Canaltech, de uma forma surpreendente, inova dentro do jornalismo de tecnologia ao retratar os efeitos sociais da inteligência artificial, inovações que a tecnologia está fazendo para a medicina, e uso da internet para conectar povos minoritários. Para os seus concorrentes, como no caso do TechTudo, dificilmente vemos isso, mesmo com o Grupo Globo afirmando em seu editorial o compromisso com a vida e a sociedade.

Infelizmente, como mencionado anteriormente, o jornalismo também é um negócio, e tentar mudar a linguagem que o jornal tem com o público é extremamente arriscado, um risco que a TechTudo preferiu não correr para manter sua fidelidade de ser breve e apenas apresentar análises de produtos.

É um tema controverso, principalmente quando uma loja de varejo está financiando esse projeto ao invés da tradicional emissora de comunicação, mas esse trabalho social feito pela Magazine Luiza é legítimo? Alguns podem afirmar que é tudo um grande esquema de propaganda para impulsionar a empresa nas redes, por outra perspectiva ainda é um trabalho bem feito e solidário independente de seu financiamento.

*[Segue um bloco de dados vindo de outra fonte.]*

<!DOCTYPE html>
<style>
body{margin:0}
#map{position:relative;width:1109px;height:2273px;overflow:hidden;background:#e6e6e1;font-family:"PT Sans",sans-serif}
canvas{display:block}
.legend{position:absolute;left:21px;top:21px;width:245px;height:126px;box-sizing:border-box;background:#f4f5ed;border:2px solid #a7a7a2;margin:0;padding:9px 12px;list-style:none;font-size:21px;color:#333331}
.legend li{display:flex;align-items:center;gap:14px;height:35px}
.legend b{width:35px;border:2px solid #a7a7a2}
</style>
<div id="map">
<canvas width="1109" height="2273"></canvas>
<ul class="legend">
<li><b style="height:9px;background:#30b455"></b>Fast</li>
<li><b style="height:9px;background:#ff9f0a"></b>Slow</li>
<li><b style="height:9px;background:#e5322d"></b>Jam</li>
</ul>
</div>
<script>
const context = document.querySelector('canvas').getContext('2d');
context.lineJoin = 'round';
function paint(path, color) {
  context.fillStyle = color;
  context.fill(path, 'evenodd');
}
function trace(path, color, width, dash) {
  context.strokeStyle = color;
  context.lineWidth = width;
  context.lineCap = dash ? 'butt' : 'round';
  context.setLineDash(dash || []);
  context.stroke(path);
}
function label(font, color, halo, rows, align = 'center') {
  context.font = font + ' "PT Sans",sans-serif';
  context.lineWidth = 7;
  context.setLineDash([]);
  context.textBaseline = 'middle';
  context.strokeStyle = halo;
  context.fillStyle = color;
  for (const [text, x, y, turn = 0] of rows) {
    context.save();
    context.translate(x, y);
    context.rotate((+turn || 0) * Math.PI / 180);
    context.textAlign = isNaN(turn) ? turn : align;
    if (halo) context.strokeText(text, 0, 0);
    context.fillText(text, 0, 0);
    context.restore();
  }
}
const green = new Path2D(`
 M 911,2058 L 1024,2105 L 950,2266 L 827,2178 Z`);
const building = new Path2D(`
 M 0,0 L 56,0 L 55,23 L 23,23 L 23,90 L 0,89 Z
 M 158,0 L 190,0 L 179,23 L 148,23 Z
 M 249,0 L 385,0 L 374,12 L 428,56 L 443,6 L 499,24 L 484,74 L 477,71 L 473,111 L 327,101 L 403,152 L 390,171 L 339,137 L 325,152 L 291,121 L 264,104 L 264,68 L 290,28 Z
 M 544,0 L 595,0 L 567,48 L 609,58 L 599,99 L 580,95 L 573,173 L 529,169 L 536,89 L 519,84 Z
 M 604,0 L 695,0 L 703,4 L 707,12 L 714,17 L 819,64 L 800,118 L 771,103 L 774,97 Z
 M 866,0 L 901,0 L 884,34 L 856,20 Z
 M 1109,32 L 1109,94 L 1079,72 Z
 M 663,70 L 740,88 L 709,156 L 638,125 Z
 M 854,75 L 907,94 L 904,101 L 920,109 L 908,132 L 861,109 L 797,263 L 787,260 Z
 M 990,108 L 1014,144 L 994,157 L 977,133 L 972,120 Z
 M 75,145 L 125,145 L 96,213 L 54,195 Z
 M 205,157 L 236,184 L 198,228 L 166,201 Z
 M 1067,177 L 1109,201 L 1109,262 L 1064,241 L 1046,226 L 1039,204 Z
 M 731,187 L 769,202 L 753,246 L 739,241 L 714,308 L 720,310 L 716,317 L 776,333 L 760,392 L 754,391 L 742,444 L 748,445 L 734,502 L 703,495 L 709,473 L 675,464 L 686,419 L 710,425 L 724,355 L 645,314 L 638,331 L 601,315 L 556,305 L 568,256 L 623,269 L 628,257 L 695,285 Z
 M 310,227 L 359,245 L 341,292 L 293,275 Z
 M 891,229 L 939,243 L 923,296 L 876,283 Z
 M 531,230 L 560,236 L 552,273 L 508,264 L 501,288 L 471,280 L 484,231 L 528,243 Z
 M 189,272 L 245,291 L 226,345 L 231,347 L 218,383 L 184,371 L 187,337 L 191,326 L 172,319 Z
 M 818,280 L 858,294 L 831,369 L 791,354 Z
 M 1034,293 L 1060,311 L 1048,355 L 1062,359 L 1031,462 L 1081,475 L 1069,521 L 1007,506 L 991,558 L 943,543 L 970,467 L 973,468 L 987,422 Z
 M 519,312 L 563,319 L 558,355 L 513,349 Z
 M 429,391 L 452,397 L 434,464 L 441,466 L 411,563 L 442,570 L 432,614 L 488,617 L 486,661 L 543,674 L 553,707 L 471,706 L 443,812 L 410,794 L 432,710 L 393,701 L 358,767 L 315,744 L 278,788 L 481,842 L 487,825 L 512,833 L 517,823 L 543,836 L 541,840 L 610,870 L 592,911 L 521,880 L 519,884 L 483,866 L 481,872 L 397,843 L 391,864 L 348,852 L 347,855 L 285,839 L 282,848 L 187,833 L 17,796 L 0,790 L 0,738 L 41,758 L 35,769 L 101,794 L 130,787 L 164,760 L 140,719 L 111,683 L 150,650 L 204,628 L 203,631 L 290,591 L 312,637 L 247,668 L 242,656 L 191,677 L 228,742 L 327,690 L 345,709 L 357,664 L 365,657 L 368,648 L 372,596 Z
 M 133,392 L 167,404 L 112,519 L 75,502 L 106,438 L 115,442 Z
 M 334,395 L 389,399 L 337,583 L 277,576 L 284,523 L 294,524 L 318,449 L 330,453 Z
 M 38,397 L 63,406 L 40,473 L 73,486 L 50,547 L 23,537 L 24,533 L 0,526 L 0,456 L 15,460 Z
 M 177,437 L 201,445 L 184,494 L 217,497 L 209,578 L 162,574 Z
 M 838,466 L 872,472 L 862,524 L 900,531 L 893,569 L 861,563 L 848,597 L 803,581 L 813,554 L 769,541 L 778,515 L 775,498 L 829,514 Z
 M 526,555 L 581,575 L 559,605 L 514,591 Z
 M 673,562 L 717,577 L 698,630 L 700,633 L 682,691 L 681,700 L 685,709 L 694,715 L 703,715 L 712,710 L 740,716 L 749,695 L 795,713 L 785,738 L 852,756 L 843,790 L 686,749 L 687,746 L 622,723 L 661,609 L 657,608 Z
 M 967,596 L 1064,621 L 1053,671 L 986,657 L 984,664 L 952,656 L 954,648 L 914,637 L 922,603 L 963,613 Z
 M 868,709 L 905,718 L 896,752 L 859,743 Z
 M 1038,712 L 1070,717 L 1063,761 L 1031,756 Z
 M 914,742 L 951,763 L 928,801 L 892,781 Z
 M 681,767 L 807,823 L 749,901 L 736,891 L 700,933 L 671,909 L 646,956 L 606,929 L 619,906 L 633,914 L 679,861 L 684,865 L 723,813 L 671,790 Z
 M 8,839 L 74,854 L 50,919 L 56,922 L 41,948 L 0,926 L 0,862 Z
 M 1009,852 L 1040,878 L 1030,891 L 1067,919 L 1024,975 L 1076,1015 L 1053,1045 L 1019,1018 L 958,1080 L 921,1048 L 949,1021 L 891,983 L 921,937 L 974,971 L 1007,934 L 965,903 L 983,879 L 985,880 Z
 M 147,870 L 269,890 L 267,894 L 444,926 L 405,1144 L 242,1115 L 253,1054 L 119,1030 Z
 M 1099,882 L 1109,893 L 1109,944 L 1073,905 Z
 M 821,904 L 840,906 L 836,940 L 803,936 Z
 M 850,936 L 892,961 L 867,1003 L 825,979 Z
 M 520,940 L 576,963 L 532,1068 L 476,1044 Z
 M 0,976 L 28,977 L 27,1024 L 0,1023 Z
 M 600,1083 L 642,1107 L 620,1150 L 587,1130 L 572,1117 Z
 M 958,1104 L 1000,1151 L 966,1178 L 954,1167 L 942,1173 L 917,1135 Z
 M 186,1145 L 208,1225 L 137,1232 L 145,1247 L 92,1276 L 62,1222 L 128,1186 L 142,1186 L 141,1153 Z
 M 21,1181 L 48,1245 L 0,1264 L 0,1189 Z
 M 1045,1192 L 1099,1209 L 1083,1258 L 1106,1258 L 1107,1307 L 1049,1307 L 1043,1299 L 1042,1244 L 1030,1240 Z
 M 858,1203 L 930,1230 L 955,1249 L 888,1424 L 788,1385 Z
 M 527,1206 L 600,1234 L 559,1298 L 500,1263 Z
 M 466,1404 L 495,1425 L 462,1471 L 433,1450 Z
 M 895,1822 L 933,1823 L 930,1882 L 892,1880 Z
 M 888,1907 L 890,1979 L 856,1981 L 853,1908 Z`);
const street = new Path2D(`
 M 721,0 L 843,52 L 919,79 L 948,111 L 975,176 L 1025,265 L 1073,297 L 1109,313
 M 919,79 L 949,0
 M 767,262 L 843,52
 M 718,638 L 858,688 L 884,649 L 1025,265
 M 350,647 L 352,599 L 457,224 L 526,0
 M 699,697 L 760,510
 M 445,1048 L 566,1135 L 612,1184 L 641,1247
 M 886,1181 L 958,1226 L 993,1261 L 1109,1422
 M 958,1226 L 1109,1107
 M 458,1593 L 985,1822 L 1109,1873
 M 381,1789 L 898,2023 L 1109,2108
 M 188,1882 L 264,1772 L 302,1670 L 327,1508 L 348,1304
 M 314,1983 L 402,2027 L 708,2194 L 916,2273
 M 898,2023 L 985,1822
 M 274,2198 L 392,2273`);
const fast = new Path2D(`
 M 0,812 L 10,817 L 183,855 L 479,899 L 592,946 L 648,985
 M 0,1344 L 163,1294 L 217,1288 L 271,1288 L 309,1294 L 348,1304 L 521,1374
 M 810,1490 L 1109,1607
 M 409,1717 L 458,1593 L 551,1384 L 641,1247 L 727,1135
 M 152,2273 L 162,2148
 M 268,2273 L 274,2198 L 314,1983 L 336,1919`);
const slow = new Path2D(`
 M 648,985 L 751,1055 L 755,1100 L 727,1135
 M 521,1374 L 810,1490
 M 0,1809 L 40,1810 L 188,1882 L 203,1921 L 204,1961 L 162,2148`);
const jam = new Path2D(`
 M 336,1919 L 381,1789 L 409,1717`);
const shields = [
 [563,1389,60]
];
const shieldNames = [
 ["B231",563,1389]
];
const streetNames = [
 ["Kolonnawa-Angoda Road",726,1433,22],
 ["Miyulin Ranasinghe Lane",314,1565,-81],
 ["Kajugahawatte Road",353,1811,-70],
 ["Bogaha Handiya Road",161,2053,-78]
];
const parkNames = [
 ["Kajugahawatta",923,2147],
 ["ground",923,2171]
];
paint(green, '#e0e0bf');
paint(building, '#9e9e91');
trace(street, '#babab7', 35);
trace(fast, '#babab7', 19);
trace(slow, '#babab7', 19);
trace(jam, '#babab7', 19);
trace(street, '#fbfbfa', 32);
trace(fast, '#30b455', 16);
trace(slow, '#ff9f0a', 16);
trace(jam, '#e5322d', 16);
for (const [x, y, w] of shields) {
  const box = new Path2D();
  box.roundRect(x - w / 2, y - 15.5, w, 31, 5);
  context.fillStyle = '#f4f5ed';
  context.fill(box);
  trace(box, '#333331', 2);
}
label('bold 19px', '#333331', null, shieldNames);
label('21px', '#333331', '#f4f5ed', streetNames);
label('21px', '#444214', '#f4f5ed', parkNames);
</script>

Você compraria esse novo jornal?

A popularização da internet trouxe uma liberdade editorial nunca antes vista na história da comunicação, com pessoas comuns conseguindo usufruir deste meio de maneira mais efetiva que grandes jornais tradicionais, eventualmente chegando ao ponto em que o ramo empresarial não quis ficar somente no mundo da publicidade e decidiu vender seus produtos e ideias através do jornalismo.

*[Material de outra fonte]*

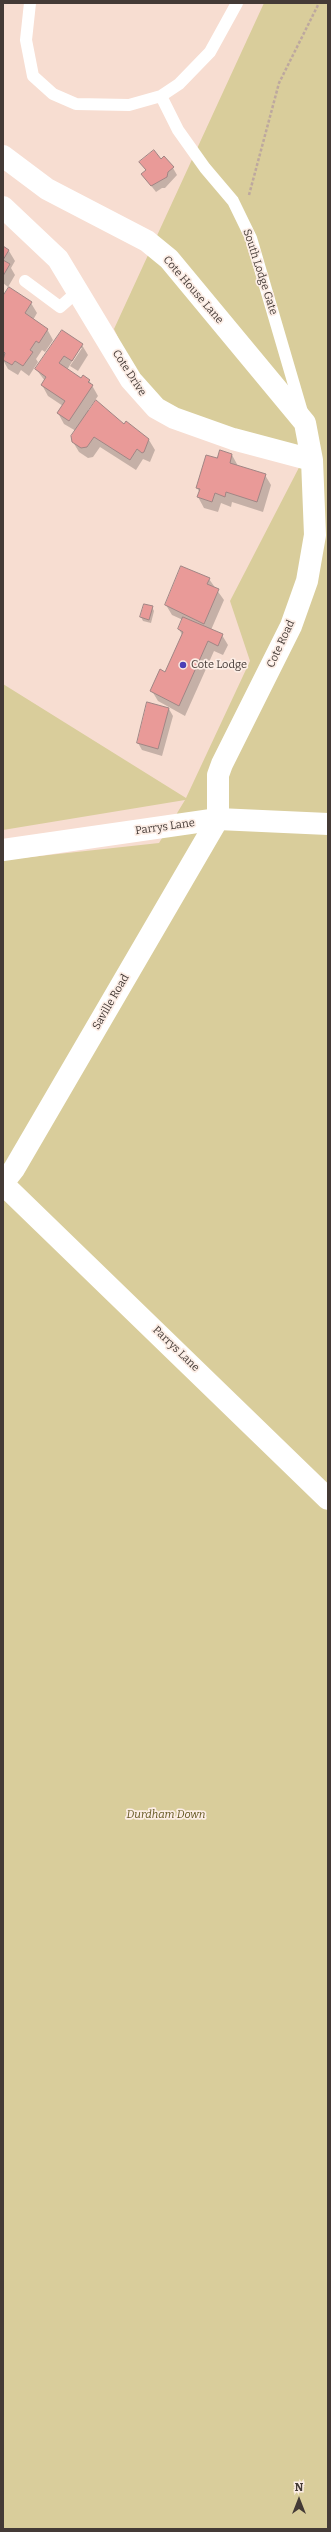 <!DOCTYPE html>
<html>
<head>
<meta charset="utf-8">
<style>
  body { margin:0 }
  #map { position:relative; width:331px; height:2532px; overflow:hidden; background:#f7ddd1; font-family:Bitter,serif }
  canvas { display:block }
  .frame { position:absolute; inset:0; border:4px solid #443a36; pointer-events:none }
  .north { position:absolute; left:279px; top:2480px; width:40px; height:40px; -webkit-text-stroke:3px #fcede5; paint-order:stroke; rotate:0deg; font-size:11px; font-weight:700; line-height:16px; text-align:center; color:#443a36 }
  .north::after { content:''; display:block; margin:auto; width:14px; height:18px; background:#443a36; clip-path:polygon(50% 0,100% 100%,50% 72%,0 100%) }
</style>
</head>
<body>
<div id="map">
<canvas width="331" height="2532"></canvas>
<div class="frame"></div>
<div class="north">N</div>
</div>
<script>
const g = document.querySelector('canvas').getContext('2d');
g.lineJoin = 'round';
function paint(path, color) { g.fillStyle = color; g.fill(path, 'evenodd'); }
function trace(path, color, width, dash) { g.strokeStyle = color; g.lineWidth = width; g.lineCap = dash ? 'butt' : 'round'; g.setLineDash(dash || []); g.stroke(path); }
function write(font, color, halo, rows, align = 'center') {
  g.font = font + ' Bitter,serif'; g.lineWidth = 3.5; g.setLineDash([]); g.textBaseline = 'middle'; g.strokeStyle = halo; g.fillStyle = color; for (const [text, x, y, turn = 0] of rows) {
    g.save(); g.translate(x, y); g.rotate((+turn || 0) * Math.PI / 180); g.textAlign = isNaN(turn) ? turn : align; if (halo) g.strokeText(text, 0, 0); g.fillText(text, 0, 0); g.restore();
  }
}
paint(new Path2D(`
  M 264,3 L 328,3 L 328,2529 L 3,2529 L 3,860 L 159,843 L 185,800 L 3,830 L 3,684 L 186,798 L 250,661 L 230,601 L 307,452 C 256,437 164,421 135,373 C 126,359 121,343 114,329 Z`), '#d9cd9b');
paint(new Path2D(`
  M 161,160 L 173,168 L 177,175 L 165,188 L 162,188 L 156,192 L 142,174 L 146,171 L 141,162 Z
  M 3,247 L 9,251 L 15,261 L 11,268 L 15,275 L 8,287 L 3,283 Z
  M 3,298 L 31,303 L 37,313 L 33,320 L 47,329 L 53,340 L 45,352 L 42,350 L 36,359 L 38,362 L 29,376 L 21,370 L 18,375 L 8,369 L 3,360 Z
  M 62,331 L 82,345 L 88,355 L 78,371 L 70,366 L 82,348 L 80,348 L 67,370 L 82,379 L 89,380 L 98,396 L 88,410 L 124,425 L 149,440 L 155,450 L 150,462 L 143,459 L 136,470 L 100,447 L 93,457 L 88,458 L 79,452 L 73,442 L 76,431 L 64,424 L 58,413 L 63,406 L 48,396 L 42,385 L 45,381 L 36,369 Z
  M 232,455 L 238,466 L 265,475 L 271,485 L 263,512 L 232,502 L 231,507 L 221,503 L 218,512 L 204,508 L 198,497 L 200,493 L 197,488 L 218,460 Z
  M 209,579 L 224,600 L 211,630 L 222,635 L 228,645 L 223,655 L 214,651 L 185,716 L 158,701 L 152,691 L 166,673 L 182,635 L 179,629 L 183,620 L 172,615 L 166,605 Z
  M 152,607 L 154,611 L 151,623 L 143,621 L 141,617 Z
  M 169,709 L 173,716 L 162,756 L 142,750 L 138,743 Z`), '#0003');
const building = new Path2D(`
  M 154,150 L 161,159 L 164,156 L 174,167 L 168,172 L 167,177 L 151,186 L 141,174 L 146,170 L 139,162 Z
  M 3,246 L 9,250 L 3,260 L 10,264 L 3,276 Z
  M 9,287 L 32,302 L 25,313 L 48,329 L 39,343 L 36,341 L 30,350 L 33,352 L 23,366 L 15,361 L 12,365 L 3,360 L 5,353 L 3,351 L 3,296 Z
  M 62,330 L 83,344 L 72,361 L 64,356 L 59,363 L 81,378 L 83,375 L 90,380 L 88,382 L 93,385 L 69,421 L 57,413 L 65,401 L 41,385 L 46,377 L 35,369 Z
  M 96,400 L 124,424 L 126,421 L 149,439 L 144,452 L 142,453 L 137,449 L 130,460 L 94,437 L 87,447 L 81,448 L 72,442 L 71,436 Z
  M 220,450 L 232,454 L 230,463 L 266,474 L 257,502 L 226,492 L 225,497 L 215,493 L 212,502 L 197,497 L 200,489 L 196,488 L 206,455 L 217,458 Z
  M 181,566 L 210,578 L 207,584 L 219,589 L 204,624 L 165,605 Z
  M 144,604 L 153,606 L 149,620 L 140,617 Z
  M 183,617 L 223,634 L 218,646 L 208,641 L 179,706 L 150,691 L 160,669 L 165,672 L 183,632 L 178,629 Z
  M 147,702 L 169,708 L 158,749 L 137,743 Z`);
paint(building, '#e99a98');
trace(building, '#a08584', 1);
trace(new Path2D(`
  M 249,195 L 279,83 L 319,3`), '#bda89f', 2.5, [3, 2]);
trace(new Path2D(`
  M 30,3 L 26,40 L 33,76 L 53,94 L 76,104 L 129,105 L 161,96 L 179,84 L 210,52 L 237,3
  M 161,96 L 178,130 L 205,168 L 233,201 L 251,238 L 302,412
  M 25,281 L 60,307 L 77,292`), '#fff', 12);
trace(new Path2D(`
  M 3,156 L 47,189 L 147,241 L 169,259 L 305,423 L 312,460 L 315,535 L 307,581 L 291,626 L 222,764 L 218,775 L 218,819 L 14,1169 L 3,1183
  M 3,207 L 58,259 L 131,380 L 156,408 L 174,418 L 233,439 L 312,460`), '#fff', 22);
trace(new Path2D(`
  M 3,850 L 218,819 L 328,824
  M 3,1184 L 328,1499`), '#fff', 22);
for (const [x, y, r, color] of [
  [183,665,4,"#4c3fb6"]
]) { const dot = new Path2D(); dot.arc(x, y, r, 0, 2 * Math.PI); g.fillStyle = color; g.fill(dot); trace(dot, '#fcede5', 1.5); }
write('11px', '#443a36', '#fcede5', [
  ["South Lodge Gate",260,272,72],
  ["Cote House Lane",193,290,49],
  ["Cote Drive",129,373,57],
  ["Cote Road",281,644,-65],
  ["Parrys Lane",165,827,-8],
  ["Saville Road",111,1002,-60],
  ["Parrys Lane",176,1349,44]
]);
write('11px', '#443a36', '#fcede5', [
  ["Cote Lodge",191,665]
], 'left');
write('italic 11px', '#62551e', '#fcede5', [
  ["Durdham Down",166,1815]
]);
</script>
</body>
</html>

A junção do Canaltech com a Magazine Luiza é mais uma das aquisições que estão se tornando tendência na área da comunicação devido a forte necessidade de presença digital, e principalmente quando um dos temas relacionados ao jornal é tecnologia, uma pauta cada vez mais discutida em decorrência dos avanços da indústria, a Magalu pegou essa oportunidade para não só vender produtos, mas também para inovar em cima de seus concorrentes.

O Canaltech desde sua aquisição pela Magalu, passou a adotar pautas mais voltadas para a inclusão digital, incluindo análises e críticas sobre os efeitos da tecnologia e da digitalização no cotidiano. Diferente de seus concorrentes como TechTudo, a sua forma principal de financiamento não vem da publicação de matérias, mas sim através de parcerias e venda de produtos, possibilitando outras formas de abordagem à notícia, na qual não se preocupa com uma baixa visibilidade ao mudar o que o público de tecnologia demanda normalmente.

É evidente que a Magazine Luiza não só acredita no Canaltech como meio para auxiliar na venda de seus produtos, a loja de varejo também investe no jornal como um produto jornalístico, procurando métodos diferentes para abordar assuntos e conseguir conquistar um público fiel que entenda a tecnologia como não só um acessório no dia a dia.

A massificação dos veículos comunicacionais traz consigo dilemas que podem prejudicar a qualidade na produção de informação e conteúdo, com cada vez menos jornalistas ocupando espaços importantes nas mídias e discussões sobre a fabricação da verdade se tornando mais relevantes. Entretanto, essa permissão trouxe novos protagonistas em uma história bastante elitista, personagens que podem trazer criatividade e inovação dentro das redações, algo que na atual crise do jornalismo, é essencial para manter o mesmo vivo dentro do imaginário comum.

O que a Magazine Luiza veio fazer dentro do jornalismo, em uma visão menos utópica, é fazer com que sua empresa gere lucro, algo que todo veículo de comunicação também vai buscar. Porém, a chegada repentina dessas empresas nas redações não só assusta seus consumidores, mas também assusta os jornalistas que não estão preparados para fazer diferente em um mercado expandido e agressivo.